Şehir içerisinde dolaşmanın en iyi yolu taksiler. Benzin o kadar ucuz ki her yere taksi ile gidebiliyorsunuz. Genel olarak kısa mesafeler 300 Tenge, uzun mesafeler 500 Tenge tutuyor. (1 USD yaklaşık 150 Tenge ediyor) Havalimanı taksilerinden birine binerek Almati Rixos otele gidiyor ve yerleşiyorum. Kazakistan’daki en ilginç şeylerden biri ülkedeki taksilerin çalışma sistemi. Yol üzerinde dururken elinizi kaldırıyorsunuz ve bir araç duruyor. Bu araç Mercedes te olabiliyor, Lada da; şöförü erkek te olabiliyor, bayan da. Şehri gezmek için dışarı çıkıyorum ve elimi kaldırdığımda bir araba duruyor, şöförü genç bir erkek ve arka koltukta da genç bir kız oturuyor, ben de pazarlık yapıp kızın yanına oturuyorum. Sonradan öğreniyorum ki o kız da taksinin müşterisi, yani herşey güven üzerine kurulmuş ülkede. Ülkedeki japon otomobiller sağdan direksiyonlu, diğerleri soldan ama trafik bizdeki gibi sağdan işliyor.

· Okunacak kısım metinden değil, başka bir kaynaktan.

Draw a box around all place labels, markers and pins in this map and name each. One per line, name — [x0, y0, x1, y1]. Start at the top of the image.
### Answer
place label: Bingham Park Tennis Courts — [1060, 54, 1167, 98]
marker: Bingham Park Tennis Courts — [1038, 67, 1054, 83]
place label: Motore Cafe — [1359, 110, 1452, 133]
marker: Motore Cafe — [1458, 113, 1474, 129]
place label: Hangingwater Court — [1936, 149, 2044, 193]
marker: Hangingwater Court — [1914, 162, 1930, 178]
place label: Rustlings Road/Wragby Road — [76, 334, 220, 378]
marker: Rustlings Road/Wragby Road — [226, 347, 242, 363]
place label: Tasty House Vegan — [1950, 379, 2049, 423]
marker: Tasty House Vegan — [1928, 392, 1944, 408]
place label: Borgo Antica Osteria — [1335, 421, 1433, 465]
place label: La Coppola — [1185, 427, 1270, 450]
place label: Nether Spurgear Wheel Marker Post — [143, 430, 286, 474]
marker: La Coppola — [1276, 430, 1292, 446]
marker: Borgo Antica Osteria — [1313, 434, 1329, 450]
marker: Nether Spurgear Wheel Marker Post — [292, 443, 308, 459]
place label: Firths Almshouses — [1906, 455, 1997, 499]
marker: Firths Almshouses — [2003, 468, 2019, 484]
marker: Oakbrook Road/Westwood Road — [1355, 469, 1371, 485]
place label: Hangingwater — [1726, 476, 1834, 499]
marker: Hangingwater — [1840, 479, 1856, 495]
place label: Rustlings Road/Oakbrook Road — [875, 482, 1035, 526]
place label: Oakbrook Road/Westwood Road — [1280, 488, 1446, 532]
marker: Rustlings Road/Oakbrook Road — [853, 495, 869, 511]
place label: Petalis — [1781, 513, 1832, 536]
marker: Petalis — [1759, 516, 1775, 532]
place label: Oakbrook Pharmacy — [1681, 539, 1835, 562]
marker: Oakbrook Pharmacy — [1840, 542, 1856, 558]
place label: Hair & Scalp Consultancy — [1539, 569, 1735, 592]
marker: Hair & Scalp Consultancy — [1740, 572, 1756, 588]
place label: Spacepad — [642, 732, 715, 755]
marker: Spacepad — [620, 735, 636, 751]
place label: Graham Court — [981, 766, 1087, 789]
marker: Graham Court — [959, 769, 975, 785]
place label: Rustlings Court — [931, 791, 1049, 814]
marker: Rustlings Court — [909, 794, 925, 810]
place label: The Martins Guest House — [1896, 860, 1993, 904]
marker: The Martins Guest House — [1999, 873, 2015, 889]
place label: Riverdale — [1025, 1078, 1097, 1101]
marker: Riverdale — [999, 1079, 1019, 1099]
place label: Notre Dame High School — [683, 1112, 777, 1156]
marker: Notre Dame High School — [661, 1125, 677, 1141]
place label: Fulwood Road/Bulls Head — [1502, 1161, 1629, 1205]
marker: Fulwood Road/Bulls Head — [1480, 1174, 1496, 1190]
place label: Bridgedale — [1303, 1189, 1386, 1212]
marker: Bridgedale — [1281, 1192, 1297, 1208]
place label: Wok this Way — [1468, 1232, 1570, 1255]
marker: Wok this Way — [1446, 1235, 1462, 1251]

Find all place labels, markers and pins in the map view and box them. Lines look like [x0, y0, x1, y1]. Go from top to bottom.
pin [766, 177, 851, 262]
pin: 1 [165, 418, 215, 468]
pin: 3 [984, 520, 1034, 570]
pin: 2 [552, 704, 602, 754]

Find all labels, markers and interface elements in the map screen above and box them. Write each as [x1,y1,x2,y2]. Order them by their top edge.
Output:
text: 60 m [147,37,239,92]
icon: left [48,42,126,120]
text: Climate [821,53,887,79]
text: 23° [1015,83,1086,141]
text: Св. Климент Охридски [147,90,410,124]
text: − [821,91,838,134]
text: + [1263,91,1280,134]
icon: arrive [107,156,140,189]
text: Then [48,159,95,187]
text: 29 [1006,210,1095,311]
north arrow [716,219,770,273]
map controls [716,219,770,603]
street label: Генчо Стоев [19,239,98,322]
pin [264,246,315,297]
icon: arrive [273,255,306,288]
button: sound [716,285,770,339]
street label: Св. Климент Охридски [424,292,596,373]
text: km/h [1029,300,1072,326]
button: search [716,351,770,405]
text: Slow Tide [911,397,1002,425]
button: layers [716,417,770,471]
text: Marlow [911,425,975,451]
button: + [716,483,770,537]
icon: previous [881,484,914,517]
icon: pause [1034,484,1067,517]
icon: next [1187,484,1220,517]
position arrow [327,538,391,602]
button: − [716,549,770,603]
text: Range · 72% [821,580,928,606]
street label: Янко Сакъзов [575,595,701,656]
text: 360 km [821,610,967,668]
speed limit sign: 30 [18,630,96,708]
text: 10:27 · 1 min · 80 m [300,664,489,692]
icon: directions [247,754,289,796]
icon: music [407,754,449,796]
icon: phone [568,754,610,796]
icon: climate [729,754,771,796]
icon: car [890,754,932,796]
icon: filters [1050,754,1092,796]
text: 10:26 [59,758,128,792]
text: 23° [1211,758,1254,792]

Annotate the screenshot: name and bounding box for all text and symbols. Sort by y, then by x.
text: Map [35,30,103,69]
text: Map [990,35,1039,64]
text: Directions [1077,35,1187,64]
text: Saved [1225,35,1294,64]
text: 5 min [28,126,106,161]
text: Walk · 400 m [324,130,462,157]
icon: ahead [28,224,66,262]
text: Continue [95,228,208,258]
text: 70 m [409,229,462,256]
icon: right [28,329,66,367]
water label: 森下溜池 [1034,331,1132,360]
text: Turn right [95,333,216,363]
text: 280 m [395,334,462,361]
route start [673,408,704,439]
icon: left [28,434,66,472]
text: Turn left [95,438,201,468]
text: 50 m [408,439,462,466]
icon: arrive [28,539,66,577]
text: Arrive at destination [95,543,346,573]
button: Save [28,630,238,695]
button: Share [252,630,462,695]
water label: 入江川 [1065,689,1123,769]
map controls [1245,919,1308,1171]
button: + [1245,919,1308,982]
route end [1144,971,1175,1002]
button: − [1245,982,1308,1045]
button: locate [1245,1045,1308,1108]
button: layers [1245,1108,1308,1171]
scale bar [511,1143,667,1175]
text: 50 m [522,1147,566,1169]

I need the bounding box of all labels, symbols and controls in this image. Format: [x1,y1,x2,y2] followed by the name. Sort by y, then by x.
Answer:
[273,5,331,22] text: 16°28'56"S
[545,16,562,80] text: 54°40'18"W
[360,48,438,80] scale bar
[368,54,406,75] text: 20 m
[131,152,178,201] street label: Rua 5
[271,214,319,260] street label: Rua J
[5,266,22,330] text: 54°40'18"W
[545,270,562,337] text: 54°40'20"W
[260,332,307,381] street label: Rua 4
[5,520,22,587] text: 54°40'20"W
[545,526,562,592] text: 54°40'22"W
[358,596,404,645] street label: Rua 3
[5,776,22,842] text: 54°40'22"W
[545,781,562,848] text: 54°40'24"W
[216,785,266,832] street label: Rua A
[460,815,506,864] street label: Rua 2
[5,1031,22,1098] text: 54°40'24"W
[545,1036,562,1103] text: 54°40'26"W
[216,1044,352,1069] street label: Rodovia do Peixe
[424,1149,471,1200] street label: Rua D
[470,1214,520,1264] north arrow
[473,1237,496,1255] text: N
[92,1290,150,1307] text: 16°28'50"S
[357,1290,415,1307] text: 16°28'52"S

İki gün boyunca yaptığım müşteri ziyaretlerinden sonra nihayet şehri gezmeye başlıyorum. Önce geceliği 200 USD olan Rixos otelden, geceliği 50 USD olan Hotel Kazakhstan’a transfer oluyorum. ( Şirket ödeyince iyi oluyor ama cebinden her gece 200 USD ödemek te zor geliyor be..) Otellerde şehiriçi telefon görüşmeleri bile bedava ama internet paralı. Hemen otel görevlilerinin tavsiyelerini dinlleyerek 1500 Tenge veriyor ve yerel bir simcard alıyorum, bu bana 5 gün boyunca hem arama, hem de internet için fazlasıyla yetiyor.
Zheruik Restaurant…
Rixos Otel’in olduğu cadde üzerinde bulunan ve geleneksel Kazak yemeklerinin tadına bakabileceğiniz en güzel Kazak restoranlarından birisi Zheruik. Geleneksel motiflerle dekore edilmiş restoranın içerisinde size özel otantik masalar kuruluyor. Benim yine pisboğazlığım üzerimde ve her türlü yemeğin tadına bakmak istiyorum diyorum. Geleneksel Kazak mutfağı, yüzyıllarca süren göçebe yaşamıyla şekillenmiş, çok farklı ve zengin bir mutfak. Et ve süt türevleri gibi hayvansal ürünler ilk sırada yer alıyor. Tabii bu, zorlu bozkır yaşamının yarattığı ve dirençli olmayı kolaylaştıran bir gereklilik
Önce içerisinde sebzeler ve kocaman kemikli bir et olan bir çorba geliyor, her ne kadar görüntüsü pek hoş olmasa da lezzeti gayet iyi. Daha sonra geleneksel Kazak yemeği olan ve genel olarak elle yendiği için Beşparmak ismi verilen yemek geliyor. Sanki buharda bekletilmiş lavaşların üzerinde yağlı at etleri ve üzerine de soğan koyulmasından oluşan bir yemek. İlk kez at eti denedim ama nerede bu et, nerede bizim lokum gibi kuzu etimiz. Yemeğin yanında yine geleneksel bir salata geliyor. Kıvırcık, havuç, turp, kırmızı lahana vb sebzelerden oluşan bir salata ama öyle bir süslemişler ki sanki doğum günü pastası gibi servis ediliyor. Gelelim gecenin bombalarına.. Çocukluğumdan beri tarih kitaplarında okuduğum, eski Türklerin vazgeçilmez içeceği kısrak sütünden yapılan kımızı denemek istiyorum, adamlar yüzyıllardır içiyor, ne güzel birşey ki bu diye…. Kaşındım ya ben, yanında bir de deve sütünden yapılan Şubat sipariş ediyorum. Kımız bizim ayrana benziyor ilk bakışta ama fermante edildiği için ekşi bir tadı, garip bir kokusu ve yağlı bir dokusu var, sanki endoskopi öncesi midenizi temizlemek için içirilen yağlı iğrenç tadlı ilaca benziyor. Bir yudum alıp hemen yönümü şubata çeviriyorum ama onun da pek farkı yok, hatta şubatın içinde ufak siyah siyah parçacıklar da var. Bundan da bir yudum alıyorum ama yutmak bile zor geliyor, bir anda bir kutu kola sipariş etmek istiyorum ama saygısızlık etmemek için “Ayran yok mu?” diyorum yavaşça ve koyun sütünden yapılmış hakikaten nefis bir ayran geliyor. En azından hepsinin tadına baktım, o da bir deneyim ama….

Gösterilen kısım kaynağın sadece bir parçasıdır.